DATA =
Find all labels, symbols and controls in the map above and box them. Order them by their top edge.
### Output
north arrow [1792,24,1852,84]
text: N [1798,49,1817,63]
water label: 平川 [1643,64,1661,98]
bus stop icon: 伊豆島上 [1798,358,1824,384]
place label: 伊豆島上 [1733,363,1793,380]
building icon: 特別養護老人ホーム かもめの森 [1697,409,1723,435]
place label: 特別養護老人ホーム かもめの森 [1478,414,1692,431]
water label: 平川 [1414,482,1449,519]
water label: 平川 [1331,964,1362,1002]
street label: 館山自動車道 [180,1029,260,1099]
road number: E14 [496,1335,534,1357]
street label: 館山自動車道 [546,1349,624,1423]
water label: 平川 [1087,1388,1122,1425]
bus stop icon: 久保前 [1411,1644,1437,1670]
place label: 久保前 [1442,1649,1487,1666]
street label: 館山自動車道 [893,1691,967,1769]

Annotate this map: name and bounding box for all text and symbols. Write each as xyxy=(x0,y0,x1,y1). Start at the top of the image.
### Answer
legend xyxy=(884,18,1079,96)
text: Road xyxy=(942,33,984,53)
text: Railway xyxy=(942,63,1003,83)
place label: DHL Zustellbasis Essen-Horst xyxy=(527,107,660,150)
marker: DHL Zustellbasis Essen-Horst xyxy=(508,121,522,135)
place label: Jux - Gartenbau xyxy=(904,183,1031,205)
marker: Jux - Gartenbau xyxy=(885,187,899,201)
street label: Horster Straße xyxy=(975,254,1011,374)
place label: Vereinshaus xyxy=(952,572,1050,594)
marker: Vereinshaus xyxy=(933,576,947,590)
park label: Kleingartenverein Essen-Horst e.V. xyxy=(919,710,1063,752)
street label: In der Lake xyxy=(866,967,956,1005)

EXERCISE OBJECTIVE =
Everything from the line with "Annotate this map: name" through the final line of the entries above must be duplicated exactly; both ends belong, and no other line does.

ANSWER BOX =
Annotate this map: name and bounding box for all text and symbols. Write each as xyxy=(x0,y0,x1,y1). Start at the top of the image.
### Answer
legend xyxy=(884,18,1079,96)
text: Road xyxy=(942,33,984,53)
text: Railway xyxy=(942,63,1003,83)
place label: DHL Zustellbasis Essen-Horst xyxy=(527,107,660,150)
marker: DHL Zustellbasis Essen-Horst xyxy=(508,121,522,135)
place label: Jux - Gartenbau xyxy=(904,183,1031,205)
marker: Jux - Gartenbau xyxy=(885,187,899,201)
street label: Horster Straße xyxy=(975,254,1011,374)
place label: Vereinshaus xyxy=(952,572,1050,594)
marker: Vereinshaus xyxy=(933,576,947,590)
park label: Kleingartenverein Essen-Horst e.V. xyxy=(919,710,1063,752)
street label: In der Lake xyxy=(866,967,956,1005)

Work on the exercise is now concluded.